My biggest fear is being alone – that started in the house. The house set on fire. I was smoking cigarettes (mom’s Virginia Slim 100s) with Jarrett H. who’d go onto snipe brown people who had a different name for god in the Middle East and drive a big ass truck with a trump flag knows how to cook brisket, and I put my cigarette down between the slats of the back porch. Underneath the back porch was pine straw. And a lawnmower with plenty of gasoline. There were no injuries. But it was aflame.

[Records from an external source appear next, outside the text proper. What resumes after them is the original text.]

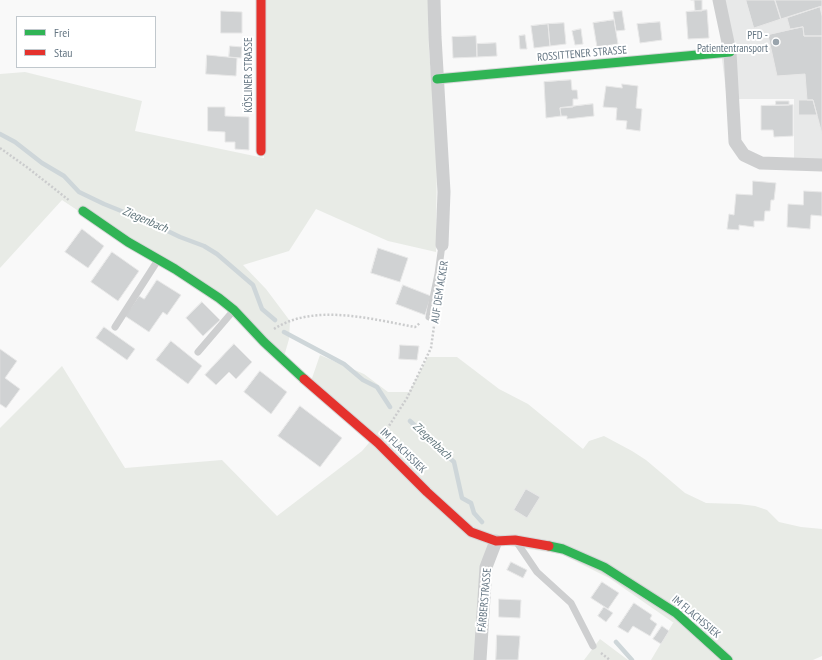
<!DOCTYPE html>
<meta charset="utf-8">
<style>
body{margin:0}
#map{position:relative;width:822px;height:660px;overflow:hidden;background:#f9f9f9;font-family:"PT Sans Narrow",sans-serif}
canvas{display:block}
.legend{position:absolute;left:16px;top:16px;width:140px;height:52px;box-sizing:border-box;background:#fff;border:1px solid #c1c8cd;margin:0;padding:5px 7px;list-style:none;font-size:12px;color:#657683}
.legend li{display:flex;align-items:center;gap:8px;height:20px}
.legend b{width:20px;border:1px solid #c1c8cd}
</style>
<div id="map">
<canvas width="822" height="660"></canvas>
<ul class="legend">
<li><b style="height:5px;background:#30b455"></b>Frei</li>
<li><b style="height:5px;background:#e5322d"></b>Stau</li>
</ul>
</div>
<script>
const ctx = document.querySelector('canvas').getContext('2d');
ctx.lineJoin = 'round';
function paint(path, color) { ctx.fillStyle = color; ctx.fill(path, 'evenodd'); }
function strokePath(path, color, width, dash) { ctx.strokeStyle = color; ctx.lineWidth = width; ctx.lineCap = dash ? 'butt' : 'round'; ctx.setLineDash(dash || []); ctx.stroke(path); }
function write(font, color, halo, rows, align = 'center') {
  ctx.font = font + ' "PT Sans Narrow",sans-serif'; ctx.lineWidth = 4; ctx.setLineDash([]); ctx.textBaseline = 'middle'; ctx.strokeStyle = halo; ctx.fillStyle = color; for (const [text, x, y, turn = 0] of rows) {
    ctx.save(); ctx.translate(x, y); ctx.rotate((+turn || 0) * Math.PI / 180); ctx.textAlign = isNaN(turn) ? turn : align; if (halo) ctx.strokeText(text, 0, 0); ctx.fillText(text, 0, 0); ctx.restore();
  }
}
paint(new Path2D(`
 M723,0H822V169H794V99H727L722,59Z`), '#e8e9e9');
paint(new Path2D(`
 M265,0H428L429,51L437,144L436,252L388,241L316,209L289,251L243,265L266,289L290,321L289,339L283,360L260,332L62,200L0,268V74L25,72L142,101L135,131L264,158Z
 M320,355L364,374L388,392H409L428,357H457L499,389L528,404L583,449L589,441L604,436L632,451L646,460L685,493L706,503L739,504L755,506L767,510L779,522L801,527L822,529V656L813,660H651L673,623H674L609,578L561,554L497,544L484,567L478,660H0V428L62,366L125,468L222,460L277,516L362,451L374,437L310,384Z
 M600,639L628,660H584Z`), '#e8ebe6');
strokePath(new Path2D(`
 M0,134L15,142L42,163L64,176L79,192L104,204L151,223L180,237L204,246L217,254L253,285L262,309L275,320
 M284,332L344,364L363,380L377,387L390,407
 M410,421L454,462L462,498L471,503L474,513L482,522
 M616,642L632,660`), '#ced6d9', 4.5);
const building = new Path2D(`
 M691,0H702V11H695L694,0Z
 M746,0H775L781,19L754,28Z
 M775,0H822V6L781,19Z
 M820,7L822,16V36H804L803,27L790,29L787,18Z
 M707,10L709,38L688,39L686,12Z
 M221,11L242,12V33H221Z
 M622,11L625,30L616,31L613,12Z
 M614,20L618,44L597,47L593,23Z
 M660,22L662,40L640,43L637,24Z
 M564,23L566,44L550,46L548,24Z
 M548,24L550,46L534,48L531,26Z
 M803,27L804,36H822V134L813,100H807L805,74L777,76L768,35Z
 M581,29L583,44L575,45L572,31Z
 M525,35L527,49H520L519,36Z
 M476,36L477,57L453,58L452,37Z
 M496,43L497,56L477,57V44Z
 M230,46L242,47L241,58L229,57Z
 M207,55L237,58L236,76L206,74Z
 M571,80L572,90H577L578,99H573V107L560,108L561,116L546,118L544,82Z
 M622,84L638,86L636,108L642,109L640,131L626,129L627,121L616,120L617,108L603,107L606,86L622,88Z
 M799,100H813L817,115H799Z
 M776,101H789V105H776Z
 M593,104L594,116L567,119V116H561L560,108Z
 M793,105V136L774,137L773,130H761V106Z
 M208,107H225V116L249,117V150L235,149V142H225V132L208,131Z
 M753,181L776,183L774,200H771L770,211H765L764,221H754V227L739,225V230L727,229L729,214L734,215L736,194L752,195Z
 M804,191L822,192V216L811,215L810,229L787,227L788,204L803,205Z
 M82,229L104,246L88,268L65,252Z
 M378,248L408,258L400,282L371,273Z
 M112,252L139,271L118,301L91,282Z
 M157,280L181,295L167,315L163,312L149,332L125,316L139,296L144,299Z
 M403,285L431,296L425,315L396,304Z
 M202,302L220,320L203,336L186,318Z
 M104,327L135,349L127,360L96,338Z
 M171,341L202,366L188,384L156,360Z
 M234,344L252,362L236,379L229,372L216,385L205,375Z
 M400,345L419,346L417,360L399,359Z
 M0,349L17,361L5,378L20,389L6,408L0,404Z
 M260,371L287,392L271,414L244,392Z
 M300,406L342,438L320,467L278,436Z
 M526,489L540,497L527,518L514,510Z
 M511,562L527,570L523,578L507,570Z
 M602,582L619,593L608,609L591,598Z
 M499,599L521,600L520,618L499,617Z
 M634,603L652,615L650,619L657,624L650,636L633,626L628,633L618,627Z
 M604,607L613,613L606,622L598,616Z
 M662,626L669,631L661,644L653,639Z
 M497,635L520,636L518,660H496Z`);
paint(building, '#d0d2d3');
strokePath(building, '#e8e8e8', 1);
const fast = new Path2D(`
 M437,79L730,52
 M83,211L128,242L175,269L219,298L234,310L264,342L304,379
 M549,546L563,549L604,567L676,613L728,660`);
const jam = new Path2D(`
 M261,0V151
 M304,379L378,443L427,492L471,532L496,541L515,540L549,546`);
strokePath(fast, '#d5d6d7', 11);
strokePath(jam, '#d5d6d7', 11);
strokePath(new Path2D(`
 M0,148L28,168L70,201
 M274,329C314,303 371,319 415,327L420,323
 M387,429L407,398L431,348L434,326
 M601,653L610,660`), '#cbcccd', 2.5, [2, 2]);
strokePath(new Path2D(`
 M429,317L438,274L442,245
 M115,327L158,260
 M198,352L234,310
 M518,544L537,572L571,603L593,646`), '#cecfd0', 7);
strokePath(new Path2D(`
 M434,0L435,37L444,192L442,245
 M719,0L730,52L735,142L744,155L761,163L822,165
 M480,660L486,567L496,541`), '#cecfd0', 13);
strokePath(fast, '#30b455', 9);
strokePath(jam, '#e5322d', 9);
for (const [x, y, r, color] of [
 [776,42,4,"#99a4ac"]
]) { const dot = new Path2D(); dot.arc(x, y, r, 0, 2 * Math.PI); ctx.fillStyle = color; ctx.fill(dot); strokePath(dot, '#fff', 1.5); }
write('11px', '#657683', '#fff', [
 ["PFD -",768,36],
 ["Patiententransport",768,49]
], 'right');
write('11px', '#657683', '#fff', [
 ["ROSSITTENER STRASSE",582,54,-5],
 ["KÖSLINER STRASSE",249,75,-90],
 ["AUF DEM ACKER",440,292,-81],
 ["IM FLACHSSIEK",403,451,44],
 ["FÄRBERSTRASSE",485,600,-85],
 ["IM FLACHSSIEK",696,617,40]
]);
write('italic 12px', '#60757c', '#fff', [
 ["Ziegenbach",145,220,23],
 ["Ziegenbach",432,441,43]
]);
</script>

I have this habit, ok-ok it’s a compulsion. It’s a real compulsion. I have this tic. Sort of a nervous tic. I’ll be walking down the street, say. I’ll describe it, as best I can and let you be the judge. You tell me if it’s a habit. Or a compulsion. Or a nervous tic. It’s because I’m extremely very lonely especially when other people are around – so I won’t need a diagnosis. A script would be great, here—-may I? Just take your pad there? I already know which pills I would like. I could fill it out for you no problem and you could just sign. Very easy. Where was I?
You can decide how to classify it. I should stop trying to do your job hahaha. Sorry, I’ve never had such good insurance before I’m not used to this.

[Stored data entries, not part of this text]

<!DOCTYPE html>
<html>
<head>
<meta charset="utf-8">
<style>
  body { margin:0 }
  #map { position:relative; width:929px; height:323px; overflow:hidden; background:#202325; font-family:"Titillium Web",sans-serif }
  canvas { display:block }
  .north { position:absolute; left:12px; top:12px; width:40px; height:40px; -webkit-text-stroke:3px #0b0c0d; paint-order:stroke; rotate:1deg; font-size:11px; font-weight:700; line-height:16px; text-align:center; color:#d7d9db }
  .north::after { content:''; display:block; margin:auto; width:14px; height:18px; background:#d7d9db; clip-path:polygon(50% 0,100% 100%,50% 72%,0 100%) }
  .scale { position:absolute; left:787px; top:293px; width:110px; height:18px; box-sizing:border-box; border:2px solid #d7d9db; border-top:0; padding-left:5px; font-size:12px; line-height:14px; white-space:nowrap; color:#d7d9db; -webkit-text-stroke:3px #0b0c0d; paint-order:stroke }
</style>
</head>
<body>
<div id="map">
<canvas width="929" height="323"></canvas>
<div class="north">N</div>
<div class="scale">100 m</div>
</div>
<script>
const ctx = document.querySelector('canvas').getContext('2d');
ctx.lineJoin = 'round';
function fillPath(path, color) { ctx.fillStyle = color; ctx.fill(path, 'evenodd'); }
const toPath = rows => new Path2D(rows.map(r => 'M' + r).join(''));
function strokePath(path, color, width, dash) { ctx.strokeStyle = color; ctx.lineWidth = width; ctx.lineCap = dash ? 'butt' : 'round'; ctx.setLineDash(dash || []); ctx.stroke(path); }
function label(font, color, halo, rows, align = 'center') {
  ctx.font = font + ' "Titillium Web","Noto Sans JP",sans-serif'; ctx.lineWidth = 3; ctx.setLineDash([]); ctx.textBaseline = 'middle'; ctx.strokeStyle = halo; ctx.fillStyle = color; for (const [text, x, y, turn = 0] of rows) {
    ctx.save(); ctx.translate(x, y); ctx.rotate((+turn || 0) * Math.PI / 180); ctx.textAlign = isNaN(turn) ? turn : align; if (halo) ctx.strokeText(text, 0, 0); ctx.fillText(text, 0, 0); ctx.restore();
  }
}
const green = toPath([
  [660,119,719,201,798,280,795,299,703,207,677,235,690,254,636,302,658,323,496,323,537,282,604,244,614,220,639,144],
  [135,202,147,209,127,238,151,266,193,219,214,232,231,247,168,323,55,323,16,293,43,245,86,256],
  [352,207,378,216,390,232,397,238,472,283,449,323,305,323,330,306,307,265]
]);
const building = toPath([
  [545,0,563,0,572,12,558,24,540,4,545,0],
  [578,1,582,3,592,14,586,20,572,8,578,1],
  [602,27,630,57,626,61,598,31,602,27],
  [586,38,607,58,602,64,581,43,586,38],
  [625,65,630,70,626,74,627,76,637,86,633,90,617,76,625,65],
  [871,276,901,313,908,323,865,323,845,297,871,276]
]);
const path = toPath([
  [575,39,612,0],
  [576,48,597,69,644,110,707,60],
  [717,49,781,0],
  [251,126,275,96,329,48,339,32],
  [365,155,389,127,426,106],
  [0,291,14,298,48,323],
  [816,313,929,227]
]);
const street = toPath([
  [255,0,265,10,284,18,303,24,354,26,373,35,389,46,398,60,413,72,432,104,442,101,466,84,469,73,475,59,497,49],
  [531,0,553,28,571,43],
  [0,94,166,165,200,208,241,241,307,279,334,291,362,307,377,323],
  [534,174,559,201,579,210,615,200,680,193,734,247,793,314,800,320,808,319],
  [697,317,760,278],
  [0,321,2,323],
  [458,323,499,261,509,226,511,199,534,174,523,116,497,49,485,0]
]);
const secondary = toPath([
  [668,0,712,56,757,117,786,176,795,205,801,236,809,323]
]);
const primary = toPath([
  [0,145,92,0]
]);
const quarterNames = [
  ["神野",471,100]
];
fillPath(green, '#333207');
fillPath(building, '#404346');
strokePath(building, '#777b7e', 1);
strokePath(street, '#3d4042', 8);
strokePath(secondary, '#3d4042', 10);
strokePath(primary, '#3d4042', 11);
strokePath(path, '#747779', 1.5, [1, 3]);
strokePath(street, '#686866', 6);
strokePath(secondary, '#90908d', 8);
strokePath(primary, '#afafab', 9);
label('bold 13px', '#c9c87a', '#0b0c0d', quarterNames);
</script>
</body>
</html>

I do this thing where I might be walking down the street and I can hear a party going on in one of the houses. For a few minutes, but honestly a few hours, I will wait outside —- usually in the bushes but a shed has worked before as well. A dumpster if the landscape is urban, sure. I listen to the sounds of the party. Glass clinking. Laughter. Music. Eventually, I walk in. Always a side door, some totally very nonchalant entrance you know? And I grab a drink just to have something to do with my hands and I stand in a semi-circle, I join a semi-circle of people talking and laughing and I just stand there like I’ve always been there and oh don’t mind me and I hope they never find out how goddamn lonely I am, oh these people are so interesting. So much better than listening to my own mind (constantly trying to kill me) – these conversations are invigorating. Someone turns to me to ask my opinion, to bring me into the conversation. I say something stupid. It’s no matter, I’ll be leaving soon.
This is how it felt as I read Part 1 of Not Yet and Manuel is bringing bibles into the narrative constantly consistently and I’m even more confused about what the fuck is going on, like what is this sorcery literature party I’ve been wandering in digital forests searching for and I find these connections which confuse me. Who is writing these things?
I met him at a club can you believe it? Oh, we were so young then! He was ordering long island iced teas. Wore a blazer with jeans couldn’t have been 19 years old cocky as they come. Had a Joy Division t-shirt on with that blazer. The one with the waves. Before they sold it at Urban Outfitters! They played smooth jazz at the club. A live band. Out on the courtyard. Under the strung-up lights. Under the canopy of oak trees god love us all we cry mercy before you and give thanks it is good to give thanks combine ——> submit as Part 1 Night Shades.